L’Iran potrebbe puntare a rafforzare la parnership con Cina e Russia per avere un ruolo centrale, una volta che nel mercato globale del petrolio si sarà insediato un nuovo equilibrio, magari coinvolgendo i massimi players russi di proprietà statale come Rosneft e Gazprom nei suoi giacimenti-chiave. Il riferimento è a quello di Darquain, situato a 100 chilometri dalla città ricca di petrolio di Ahvaz, nella provincia del Khuzestan. Con una stima di almeno cinque miliardi di barili di petrolio, il campo è stato inizialmente sviluppato dall’Eni nel 2001, insieme al partner locale Naftiran Intertrade.

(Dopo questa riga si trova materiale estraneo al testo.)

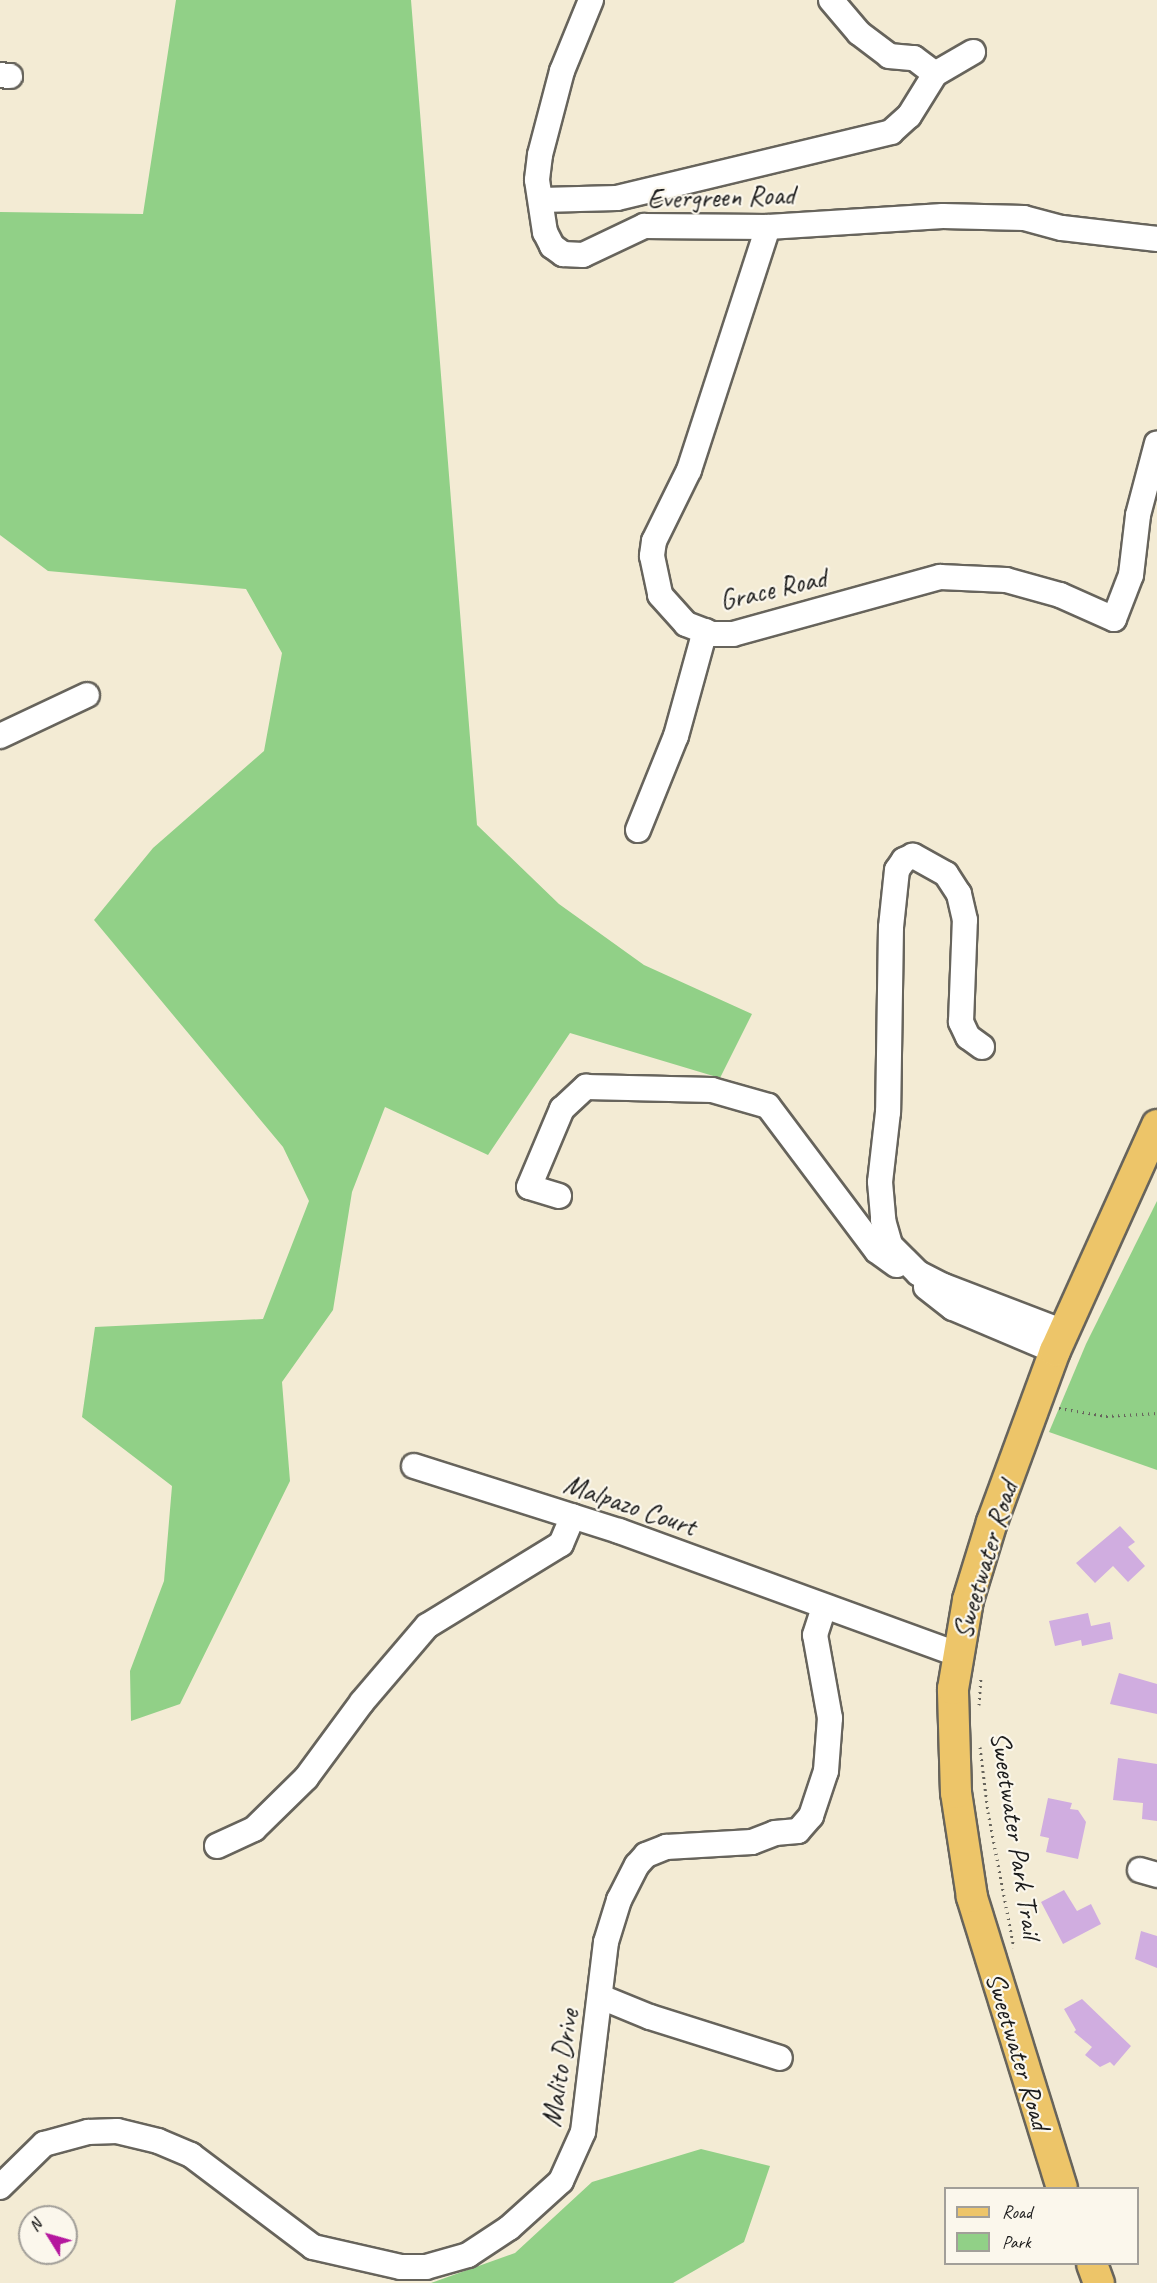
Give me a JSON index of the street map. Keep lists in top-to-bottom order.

Inoltre prima della conferma americana delle sanzioni russe del 2018, il contratto per Darquain era rientrato in una operazione “strategica” concordaa dall’Iran con la Russia durante la visita del presidente Vladimir Putin a Teheran nel novembre 2017.

PECHINO-TEHERAN

Il ruolo dell’Iran è in questo momento strutturato sulla consapevolezza di voler diventare il principale hub in Medio Oriente al netto del meccanismo sanzionatorio statunitense e ovviamente al netto delle conseguenze del Covid. Per cui intende aumentare la sua produzione di gas, in particolare dal campo di South Pars, e di petrolio, ovvero in quei siti dove ci sono bacini idrici condivisi con l’Iraq per operare al di fuori delle sanzioni, con la presenza in loco di aziende russe e cinesi. Ma la Cina punta anche a “usare” il business del greggio per dare fiato a quelle latitudini al suo progetto della Belt and Road Initiative.

Un’alleanza energetica, quella tra Pechino e Teheran, che si ritrova anche nelle accuse che Cina e Iran all’unisono rivolgono agli Stati Uniti rei, a loro dire, di aver avviato la pandemia di coronavirus. I media statali iraniani, forse ispirandosi a quelli cinesi, stanno foraggiando una campagna diretta a far credere che gli Stati Uniti abbiano portato il virus in Cina.